Pull out each line of the data that includes the word "green".

———

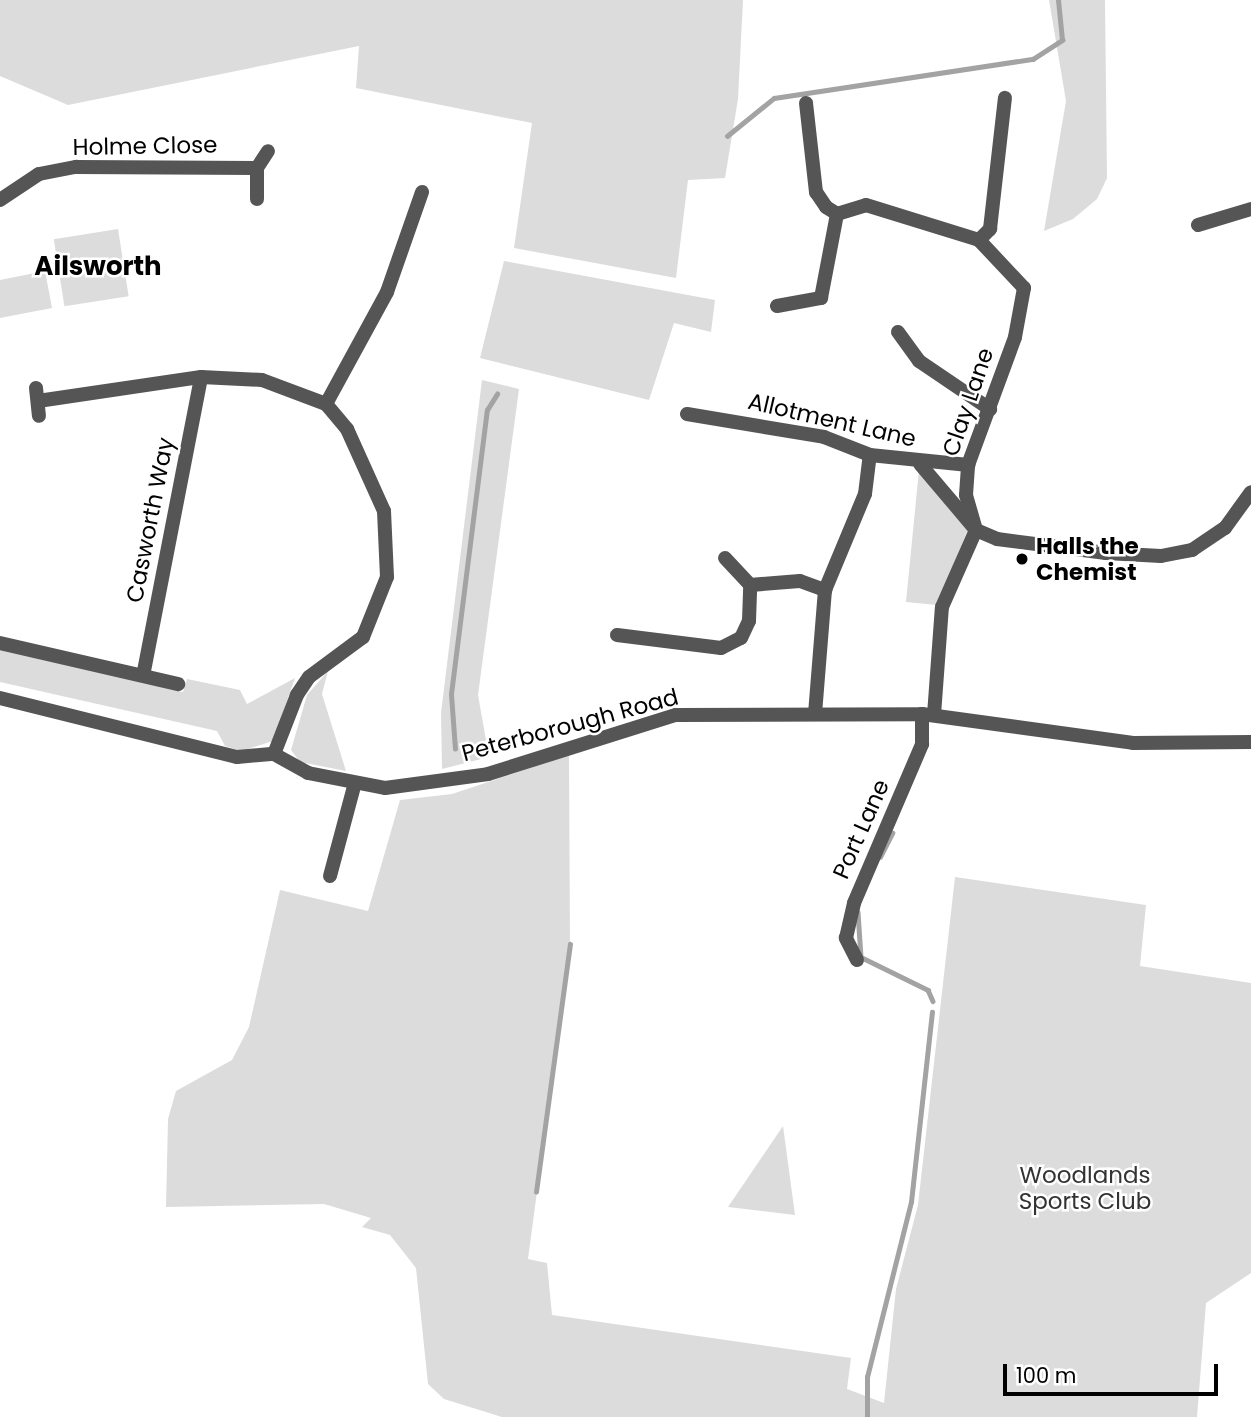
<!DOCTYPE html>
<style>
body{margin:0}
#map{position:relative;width:1251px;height:1417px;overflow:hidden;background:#fff;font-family:Poppins,sans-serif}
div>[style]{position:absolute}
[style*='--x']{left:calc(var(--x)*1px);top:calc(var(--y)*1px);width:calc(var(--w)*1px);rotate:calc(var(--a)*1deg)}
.green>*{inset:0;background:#dcdcdc;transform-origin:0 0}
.stream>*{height:4.5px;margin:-2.25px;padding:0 2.25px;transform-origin:2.25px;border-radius:2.25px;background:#a3a3a3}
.minor>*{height:14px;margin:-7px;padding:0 7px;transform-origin:7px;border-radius:7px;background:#555}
.tertiary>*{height:14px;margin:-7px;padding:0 7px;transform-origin:7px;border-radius:7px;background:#555}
.dots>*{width:19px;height:19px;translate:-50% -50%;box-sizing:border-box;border:4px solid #fff;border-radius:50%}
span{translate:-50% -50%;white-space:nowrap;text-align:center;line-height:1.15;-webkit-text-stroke:5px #fff;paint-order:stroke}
.street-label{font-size:23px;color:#000}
.poi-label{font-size:23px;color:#000;font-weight:700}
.left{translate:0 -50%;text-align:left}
.park-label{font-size:23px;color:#333}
.quarter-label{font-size:26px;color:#000;font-weight:700}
.scale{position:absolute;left:1003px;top:1364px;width:215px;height:32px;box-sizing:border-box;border:4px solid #000;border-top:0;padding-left:9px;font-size:21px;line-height:24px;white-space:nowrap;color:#000;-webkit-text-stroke:5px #fff;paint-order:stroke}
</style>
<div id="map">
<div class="green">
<div style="clip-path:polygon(0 0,743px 0,738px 99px,725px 178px,688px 180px,676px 278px,514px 248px,532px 123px,356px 88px,359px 46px,68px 105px,0 76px)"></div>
<div style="clip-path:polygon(1049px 0,1105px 0,1107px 178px,1097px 199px,1073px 219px,1044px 231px,1066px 101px)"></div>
<div style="left:118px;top:229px;width:68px;height:65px;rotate:81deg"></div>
<div style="clip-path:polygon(504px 261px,715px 300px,711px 332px,674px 323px,649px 400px,480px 358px)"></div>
<div style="clip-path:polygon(45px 271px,52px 308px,0 318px,0 280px)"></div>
<div style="clip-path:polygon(482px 380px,519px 389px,478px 695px,489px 757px,442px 769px,441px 713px)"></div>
<div style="clip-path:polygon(919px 470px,968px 529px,937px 605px,906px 602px)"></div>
<div style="clip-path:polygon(0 648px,183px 692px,187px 679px,240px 690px,247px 704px,295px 678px,273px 741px,241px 751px,225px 746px,217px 731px,0 682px)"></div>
<div style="clip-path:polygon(328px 671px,322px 694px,346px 771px,300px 762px,291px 750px,307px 695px)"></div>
<div style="clip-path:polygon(569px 755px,570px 944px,528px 1259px,547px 1263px,552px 1315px,851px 1358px,847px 1389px,884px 1403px,896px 1289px,918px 1205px,955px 877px,1146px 905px,1140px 966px,1251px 983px,1251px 1273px,1206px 1303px,1197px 1417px,502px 1417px,444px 1399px,428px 1384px,416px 1268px,390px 1235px,362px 1227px,371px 1218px,324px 1204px,166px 1207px,168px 1119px,176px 1091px,232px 1060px,249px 1027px,280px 890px,368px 911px,400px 800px,452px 794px)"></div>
<div style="clip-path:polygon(783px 1126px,795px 1215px,728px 1207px)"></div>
</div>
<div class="stream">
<div style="--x:727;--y:136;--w:60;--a:-39"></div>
<div style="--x:774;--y:98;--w:262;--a:-8.6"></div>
<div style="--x:1033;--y:59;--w:35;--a:-33"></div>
<div style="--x:1062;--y:40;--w:40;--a:-95.7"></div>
<div style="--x:455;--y:749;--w:55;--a:-94.2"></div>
<div style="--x:451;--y:694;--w:286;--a:-82.8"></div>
<div style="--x:487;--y:410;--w:19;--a:-58"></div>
<div style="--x:880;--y:857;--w:27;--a:-63"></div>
<div style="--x:858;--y:912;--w:45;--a:86.2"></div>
<div style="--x:861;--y:957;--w:75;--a:26.2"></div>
<div style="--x:928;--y:990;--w:12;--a:66"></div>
<div style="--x:536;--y:1192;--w:250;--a:-82.2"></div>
<div style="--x:867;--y:1417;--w:40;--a:-90"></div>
<div style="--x:867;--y:1377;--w:180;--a:-75.9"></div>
<div style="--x:911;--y:1202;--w:191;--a:-83.7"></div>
</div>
<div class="minor">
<div style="--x:806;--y:103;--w:90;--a:83.6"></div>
<div style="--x:816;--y:192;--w:18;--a:56"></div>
<div style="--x:826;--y:207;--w:13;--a:32"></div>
<div style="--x:837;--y:214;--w:30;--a:-17"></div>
<div style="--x:866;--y:205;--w:118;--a:17.2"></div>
<div style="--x:257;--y:199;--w:31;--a:-90"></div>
<div style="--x:257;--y:168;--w:20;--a:-57"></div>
<div style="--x:0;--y:200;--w:47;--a:-33.7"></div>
<div style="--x:39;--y:174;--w:38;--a:-11"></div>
<div style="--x:76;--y:167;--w:181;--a:0.3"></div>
<div style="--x:1198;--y:225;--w:55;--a:-16.8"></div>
<div style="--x:777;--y:306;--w:45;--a:-10.3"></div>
<div style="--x:821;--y:298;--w:86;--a:-79.2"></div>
<div style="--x:898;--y:332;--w:36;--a:54"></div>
<div style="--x:919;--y:361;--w:86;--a:34.1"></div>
<div style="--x:36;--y:388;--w:28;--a:84"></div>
<div style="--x:38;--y:401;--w:165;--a:-8.4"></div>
<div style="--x:201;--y:377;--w:61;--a:2.8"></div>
<div style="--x:262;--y:380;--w:68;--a:20.6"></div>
<div style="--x:326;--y:404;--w:33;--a:50"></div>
<div style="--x:347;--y:429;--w:90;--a:65.7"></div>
<div style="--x:384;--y:511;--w:66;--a:87.4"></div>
<div style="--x:387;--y:577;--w:65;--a:111.8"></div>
<div style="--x:363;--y:637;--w:67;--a:143.5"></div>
<div style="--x:309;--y:677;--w:22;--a:124"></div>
<div style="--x:297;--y:695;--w:63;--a:111.3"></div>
<div style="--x:326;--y:404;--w:128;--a:-61.4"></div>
<div style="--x:387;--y:292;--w:106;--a:-70.7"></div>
<div style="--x:687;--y:414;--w:139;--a:9.5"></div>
<div style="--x:824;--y:437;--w:49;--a:21.4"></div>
<div style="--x:870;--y:455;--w:99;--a:5.8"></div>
<div style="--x:920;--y:464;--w:87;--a:49.7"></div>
<div style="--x:976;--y:530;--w:23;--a:23"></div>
<div style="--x:997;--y:539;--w:110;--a:7.3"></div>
<div style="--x:1106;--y:553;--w:55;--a:3.1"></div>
<div style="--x:1161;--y:556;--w:32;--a:-11"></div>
<div style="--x:1192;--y:550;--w:40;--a:-34"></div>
<div style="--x:1225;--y:528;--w:44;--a:-54.2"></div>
<div style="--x:976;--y:530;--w:36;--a:-106"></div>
<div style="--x:966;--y:495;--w:30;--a:-86"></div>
<div style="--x:968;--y:465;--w:136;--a:-69.8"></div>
<div style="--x:1015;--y:337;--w:50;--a:-79.6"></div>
<div style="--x:1024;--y:288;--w:66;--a:-133.2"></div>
<div style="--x:979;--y:240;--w:16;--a:-45"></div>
<div style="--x:990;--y:229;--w:132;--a:-83.5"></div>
<div style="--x:725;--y:558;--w:37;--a:47"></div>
<div style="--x:750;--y:585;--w:50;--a:-4.6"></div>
<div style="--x:800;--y:581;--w:27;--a:20"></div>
<div style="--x:617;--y:635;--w:105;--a:7.1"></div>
<div style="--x:721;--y:648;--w:22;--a:-27"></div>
<div style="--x:741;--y:638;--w:19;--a:-65"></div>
<div style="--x:749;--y:621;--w:36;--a:-88"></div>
<div style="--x:0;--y:643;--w:183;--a:13"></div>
<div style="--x:144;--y:671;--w:299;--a:-79"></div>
<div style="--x:815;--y:714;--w:124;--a:-85.4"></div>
<div style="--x:825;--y:590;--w:104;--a:-67.4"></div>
<div style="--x:865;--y:494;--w:39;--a:-83"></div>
<div style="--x:934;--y:715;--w:108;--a:-85.8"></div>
<div style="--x:942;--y:607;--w:84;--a:-66.2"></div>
<div style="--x:330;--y:876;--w:96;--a:-75"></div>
<div style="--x:857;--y:960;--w:25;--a:-117"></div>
<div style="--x:846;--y:938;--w:36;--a:-77"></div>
<div style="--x:854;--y:903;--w:173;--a:-66.8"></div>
<div style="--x:922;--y:744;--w:30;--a:-90"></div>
</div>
<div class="tertiary">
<div style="--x:0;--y:698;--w:244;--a:14"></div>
<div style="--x:237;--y:757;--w:37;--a:-5"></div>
<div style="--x:274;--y:754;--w:39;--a:29"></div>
<div style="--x:308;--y:773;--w:78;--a:11"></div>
<div style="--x:385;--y:788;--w:104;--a:-7.7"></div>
<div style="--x:488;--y:774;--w:196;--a:-17.5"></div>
<div style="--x:675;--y:715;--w:247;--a:-0.2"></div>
<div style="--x:922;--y:714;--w:213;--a:7.8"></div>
<div style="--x:1133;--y:743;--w:118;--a:-0.5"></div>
</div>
<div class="dots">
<div style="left:1022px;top:559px;background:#000"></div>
</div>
<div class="street-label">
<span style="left:145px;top:146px;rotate:-1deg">Holme Close</span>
<span style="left:968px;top:402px;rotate:-71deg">Clay Lane</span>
<span style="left:832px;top:420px;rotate:13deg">Allotment Lane</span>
<span style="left:150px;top:520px;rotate:-79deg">Casworth Way</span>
<span style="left:570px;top:725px;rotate:-15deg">Peterborough Road</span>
<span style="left:861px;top:829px;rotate:-66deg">Port Lane</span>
</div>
<div class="poi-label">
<span class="left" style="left:1036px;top:559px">Halls the<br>Chemist</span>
</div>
<div class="park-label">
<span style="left:1085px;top:1188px">Woodlands<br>Sports Club</span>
</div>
<div class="quarter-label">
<span style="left:98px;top:267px">Ailsworth</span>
</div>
<div class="scale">100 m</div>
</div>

———

◆ Solved exercise:
.green>*{inset:0;background:#dcdcdc;transform-origin:0 0}
<div class="green">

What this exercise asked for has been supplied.